My haunted garden is scary. But amongst its benefits are the destruction of monotony and the opportunity to try to “beat” a fearful pepper.

I bid you adieu…and a don’t.

Adieu…face your fears. Even if takes a lifetime to beat them, you’ll learn something about yourself every time.

A don’t…forget the importance of a little spice, in your cooking specifically and life in general.

P.S…a don’t…think that the cheesiness and cliché of the last few lines is lost on my. This has been a traumatic re-telling and my brain has become fearful of going deeper on the subject.

Living Jack-O-Lanterns; In Answer to Why I Say Why Not.

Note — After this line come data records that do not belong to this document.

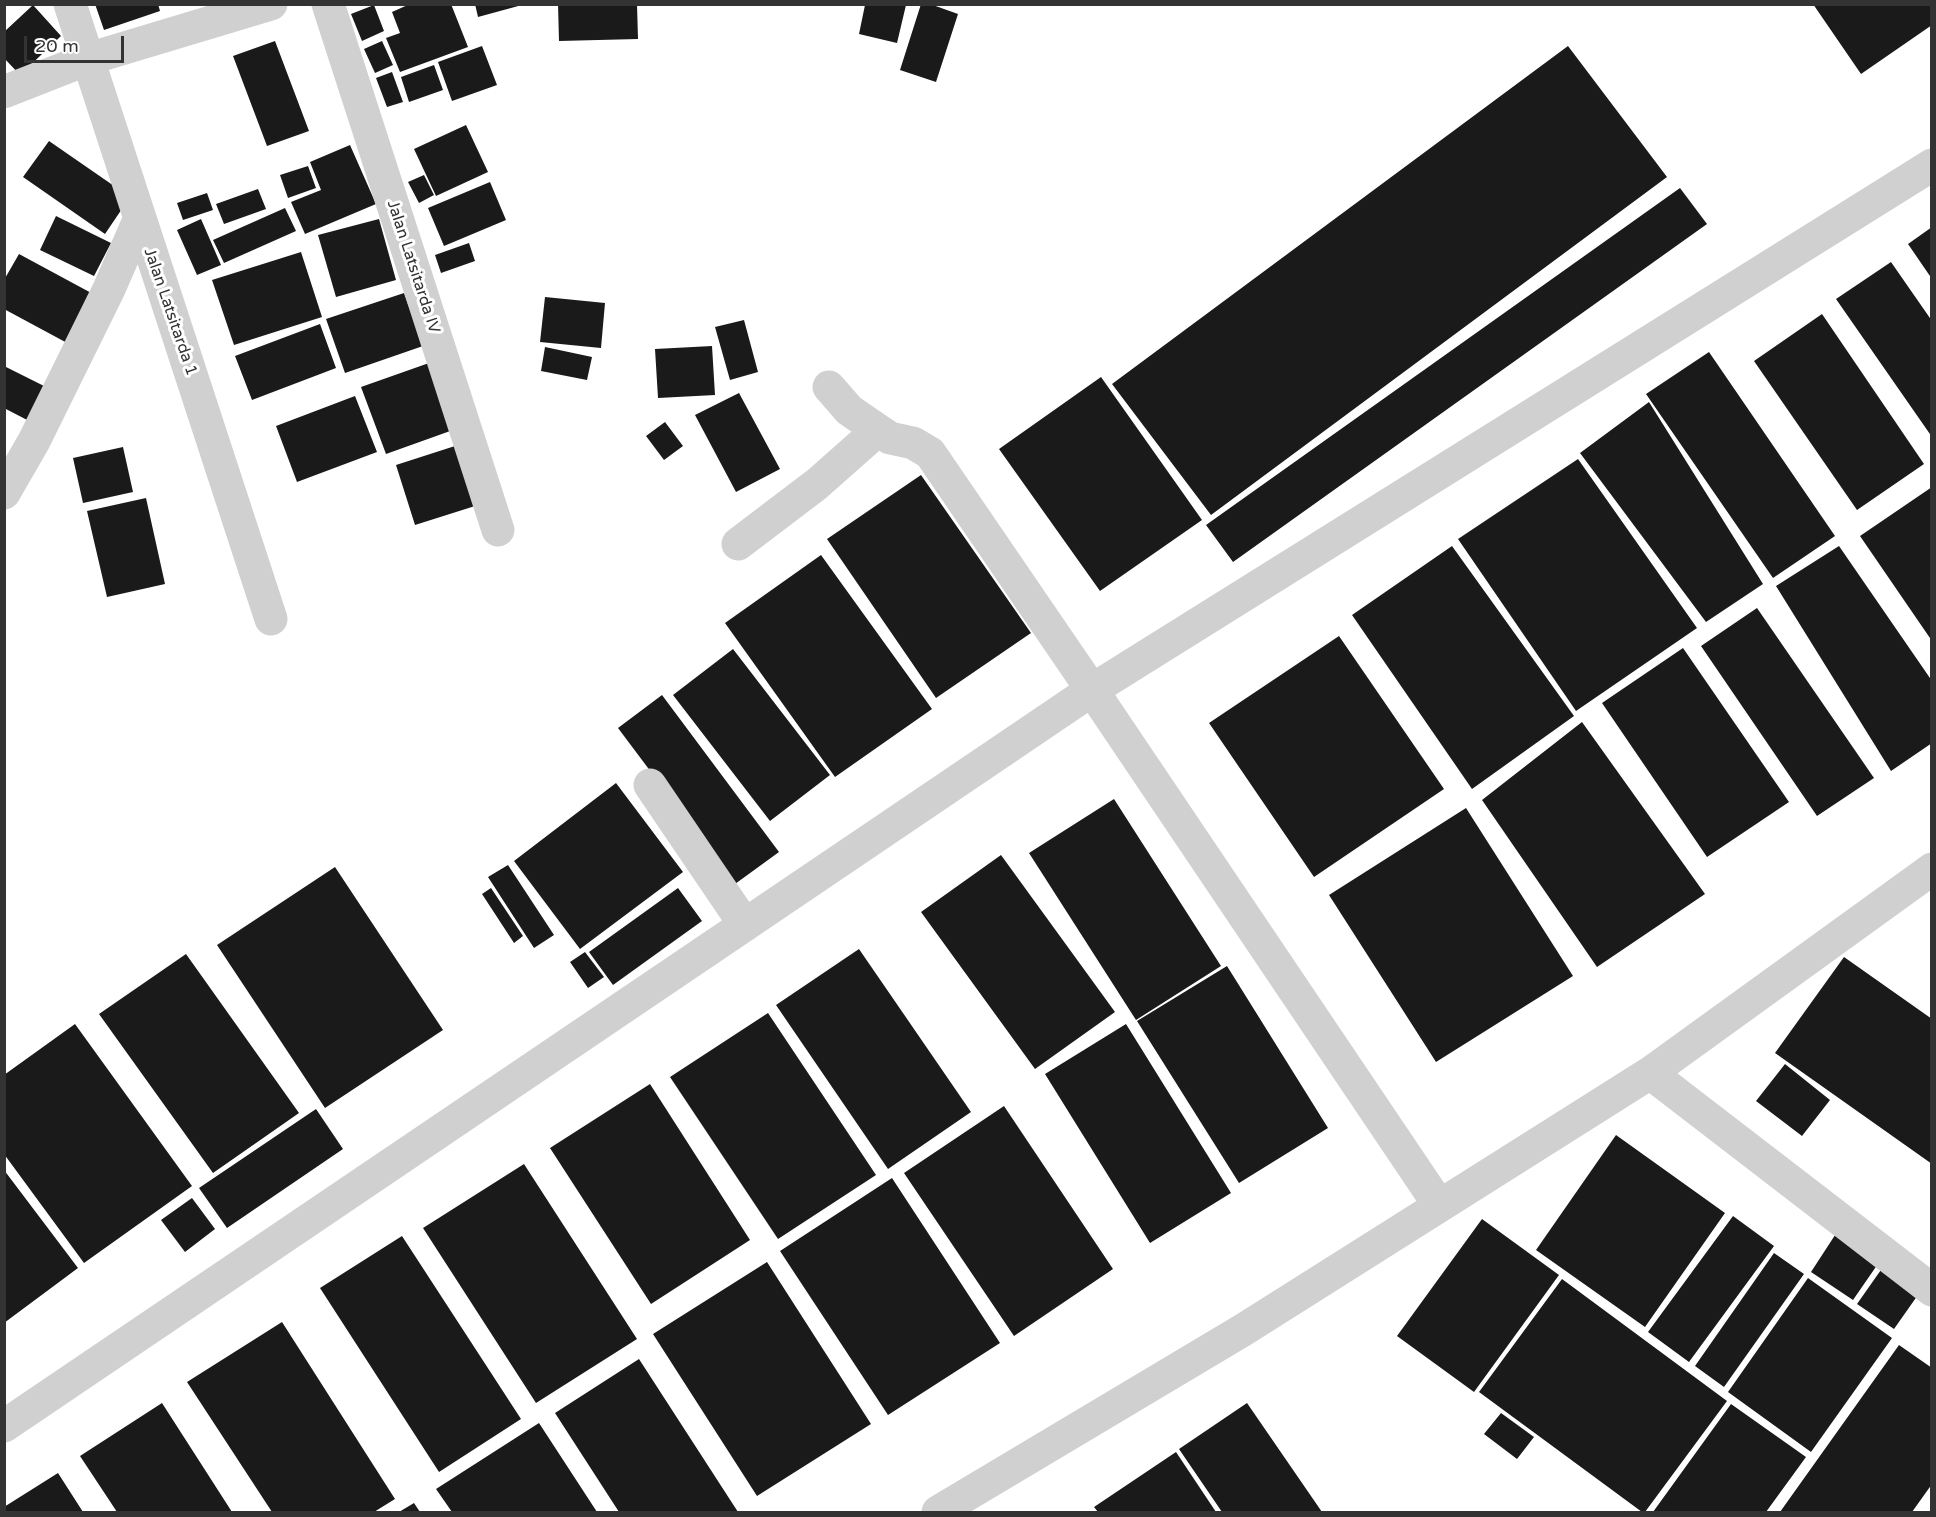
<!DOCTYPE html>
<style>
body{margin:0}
#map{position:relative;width:1936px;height:1517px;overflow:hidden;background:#fff;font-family:"Varela Round",sans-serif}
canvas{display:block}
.frame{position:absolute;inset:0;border:6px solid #333;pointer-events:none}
.scale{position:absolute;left:24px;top:36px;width:100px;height:27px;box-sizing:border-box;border:3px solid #333;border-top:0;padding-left:8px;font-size:18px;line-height:21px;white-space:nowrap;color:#333;-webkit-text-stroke:4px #fff;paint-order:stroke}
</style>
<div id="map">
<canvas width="1936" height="1517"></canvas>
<div class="frame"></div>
<div class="scale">20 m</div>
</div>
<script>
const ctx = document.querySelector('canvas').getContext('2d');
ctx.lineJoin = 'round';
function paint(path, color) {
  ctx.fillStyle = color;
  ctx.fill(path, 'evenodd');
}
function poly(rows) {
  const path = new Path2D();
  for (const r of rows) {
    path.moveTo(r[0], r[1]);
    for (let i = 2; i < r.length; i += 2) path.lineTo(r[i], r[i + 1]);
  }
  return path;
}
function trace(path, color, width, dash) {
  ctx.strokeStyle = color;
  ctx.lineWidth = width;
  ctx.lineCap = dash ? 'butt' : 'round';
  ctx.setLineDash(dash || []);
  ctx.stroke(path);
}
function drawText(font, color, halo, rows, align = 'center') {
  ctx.font = font + ' "Varela Round",sans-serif';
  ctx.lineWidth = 6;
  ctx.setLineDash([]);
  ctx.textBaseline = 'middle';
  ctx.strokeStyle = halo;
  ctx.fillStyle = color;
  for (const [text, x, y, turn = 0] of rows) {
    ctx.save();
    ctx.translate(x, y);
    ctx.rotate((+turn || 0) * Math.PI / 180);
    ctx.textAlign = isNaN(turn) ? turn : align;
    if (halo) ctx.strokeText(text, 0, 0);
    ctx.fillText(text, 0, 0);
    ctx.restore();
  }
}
paint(poly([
 [95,4,158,4,160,11,104,30],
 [410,4,451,4,468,47,400,72,386,38,400,33,392,12],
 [475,4,522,4,522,5,478,17],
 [558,4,637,4,638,39,559,41],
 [921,4,930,4,958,14,936,82,900,70],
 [1813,4,1932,4,1932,25,1861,74],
 [33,5,61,36,20,75,4,58,4,32],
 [374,5,384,31,362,41,351,14],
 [865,5,906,5,897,43,859,34],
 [275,41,309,131,267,146,233,56],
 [382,41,393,65,375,73,364,49],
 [482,46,497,85,452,101,438,62],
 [1568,46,1667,177,1211,515,1112,384],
 [434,65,443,90,409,102,401,77],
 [392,72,403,102,387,107,376,78],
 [466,125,488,172,436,196,414,149],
 [49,141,130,197,105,234,23,177],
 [350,145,376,204,305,234,291,202,321,190,310,162],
 [308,166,316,188,288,198,280,175],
 [424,175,434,195,419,203,408,182],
 [490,182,506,220,444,246,428,208],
 [1680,188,1707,224,1233,562,1206,525],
 [258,189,266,209,224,224,216,204],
 [207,193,213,210,183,220,177,203],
 [285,208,296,231,224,263,213,240],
 [56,216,111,243,94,276,40,250],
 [201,219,221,265,197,275,177,230],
 [379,219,396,280,336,297,318,235],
 [1932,227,1932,279,1908,244],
 [469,243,475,261,441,273,435,255],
 [301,252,322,317,234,345,212,280],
 [19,254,95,295,69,344,4,309,4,280],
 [1891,262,1932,321,1932,437,1836,299],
 [404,293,423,346,345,373,326,319],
 [545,297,605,303,601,348,540,342],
 [1822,314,1924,464,1857,510,1754,361],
 [744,320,758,372,730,380,715,327],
 [320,324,336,368,252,400,235,356],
 [712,346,715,395,658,398,655,349],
 [545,347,592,357,587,380,541,371],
 [1709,352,1835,536,1773,578,1646,394],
 [429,363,453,430,386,454,361,387],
 [4,366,48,388,31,422,4,408],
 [1101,377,1202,520,1100,591,999,449],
 [739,393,780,469,736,492,695,415],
 [355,396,377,452,297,482,276,426],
 [1649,402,1763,584,1706,622,1580,453],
 [665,422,683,446,664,460,646,436],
 [455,446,475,506,415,525,396,465],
 [123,447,133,492,83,503,73,458],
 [1578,459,1697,628,1576,711,1458,539],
 [921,475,1031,633,936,698,827,539],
 [1932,487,1932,641,1860,536],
 [146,498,165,584,107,597,87,511],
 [1452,546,1574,716,1472,789,1352,615],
 [1839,546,1932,681,1932,743,1891,771,1776,586],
 [821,555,932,709,835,777,725,623],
 [1757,608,1874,778,1817,816,1701,646],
 [1339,636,1444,789,1314,877,1209,723],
 [1683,648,1789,802,1707,857,1602,703],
 [733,649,830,775,770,821,673,695],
 [662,695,779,852,735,884,618,728],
 [1582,722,1705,894,1597,967,1482,800],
 [616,783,683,872,580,949,514,861],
 [1114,799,1221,966,1136,1020,1029,853],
 [1466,808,1573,976,1436,1062,1329,895],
 [1001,855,1115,1012,1035,1069,921,912],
 [508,865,554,935,534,948,488,877],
 [335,867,443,1030,325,1108,217,945],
 [491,888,523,936,514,943,482,894],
 [678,888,702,921,613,985,589,952],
 [859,949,971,1112,888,1169,776,1005],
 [585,952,604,977,588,988,570,962],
 [186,954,299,1113,213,1173,99,1014],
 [1844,957,1932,1019,1932,1164,1775,1053],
 [1227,966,1328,1128,1239,1183,1137,1021],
 [768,1013,876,1175,778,1239,670,1077],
 [75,1024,192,1186,84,1263,4,1154,4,1075],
 [1126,1024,1231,1193,1150,1243,1045,1074],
 [1785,1064,1830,1100,1802,1136,1756,1101],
 [650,1084,750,1240,651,1304,550,1148],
 [1004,1106,1113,1269,1014,1336,904,1173],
 [316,1109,343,1149,227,1228,199,1188],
 [1616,1135,1725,1213,1645,1327,1536,1250],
 [524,1164,637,1339,536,1403,423,1228],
 [4,1170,78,1268,4,1323],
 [892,1178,1000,1343,888,1415,780,1251],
 [192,1198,215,1229,185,1252,161,1220],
 [1733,1216,1774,1246,1689,1362,1648,1332],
 [1482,1219,1559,1275,1474,1392,1397,1336],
 [1839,1229,1882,1258,1853,1300,1811,1272],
 [402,1236,521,1419,439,1472,320,1288],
 [1774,1253,1804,1274,1724,1387,1695,1366],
 [767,1262,871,1424,757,1496,653,1334],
 [1883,1267,1920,1292,1894,1329,1857,1304],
 [1808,1278,1892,1338,1811,1452,1728,1392],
 [1562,1279,1727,1401,1645,1512,1642,1512,1479,1392],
 [282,1322,395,1499,374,1512,272,1512,187,1382],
 [1899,1345,1932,1368,1932,1484,1912,1512,1780,1512],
 [639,1359,738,1512,619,1512,555,1413],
 [162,1403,232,1512,117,1512,80,1456],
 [1247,1403,1322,1512,1222,1512,1179,1449],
 [1731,1404,1806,1457,1766,1512,1653,1512],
 [1501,1413,1534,1437,1517,1459,1484,1434],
 [539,1423,597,1512,452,1512,436,1489],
 [1176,1452,1216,1512,1098,1512,1094,1507],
 [58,1473,83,1512,4,1512,4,1507],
 [414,1503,420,1512,399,1512]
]), '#1a1a1a');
trace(poly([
 [70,4,271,619],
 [328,4,498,530],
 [4,92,88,59,271,4],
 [829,387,849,410,878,430,890,438,913,443,930,453,1092,690,1439,1205],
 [4,493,34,441,109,289,139,220],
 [738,544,817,484,878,430],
 [650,785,745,925],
 [1650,1073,1932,1290],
 [4,1426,1092,690,1932,165],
 [938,1512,1243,1330,1650,1073,1932,869]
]), '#d0d0d0', 33);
drawText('16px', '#333', '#fff', [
 ["Jalan Latsitarda IV",413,267,72],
 ["Jalan Latsitarda 1",170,312,71]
]);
</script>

The picture above is of a budding pumpkin. It is the first to have appeared in my garden and is of a variety that boasts the ability to grow to upwards of half a ton if properly cultivated. I don’t hold any misconceptions about my first attempt being successful at growing it to maximum size, but my research shows that this variety of pumpkin consistently produces fruits that weigh a few hundred pounds. If I can successfully grow just an average pumpkin of this variety, which I now realize I haven’t mentioned is called Dill’s Atlantic Giant, it should be sufficient to satisfy my goals.

Goal one is to make a living Jack-O-Lantern. I’ll hollow it, carve it, coat the inside with something to control the slime factor, then place my kids inside with flashlights. Not only will I have the first ever (as far as I’m aware, anyway) living Jack-O-Lantern with the potential for responsive lighting, I’ll also have the first Jack-O-Lantern that I know of with intuitive sound effects. I think that the kids will enjoy this greatly. They can pop out and scare people and just have a generally entertaining Halloween experience.

Goal two is to figure out what to do with the pumpkin shell after the holiday. I need an idea that doesn’t involve carrying it anywhere. So far I’ve entertained a few ideas for using it as a planter. I could either coat it with some sort of resin and attempt to make a permanent pot or just fill it with dirt and let it serve as a planter that will also provide some food to the plant I plant in it as it rots away.

Perhaps, if my neighbors don’t begin to complain, I can turn it into some sort of time lapse art project. Or it could serve as a combination bird bath/street side urinal for the homeless. This is the least desirable of all, so I hope one of the other ideas will work.

I likely wont have to worry about any of this at all because my green thumb is more brown with a greenish tinge.

I bid you adieu…and a don’t.

Adieu…try new things even if you expect only very limited success.

A don’t…pee in my pumpkin if I am somehow successful.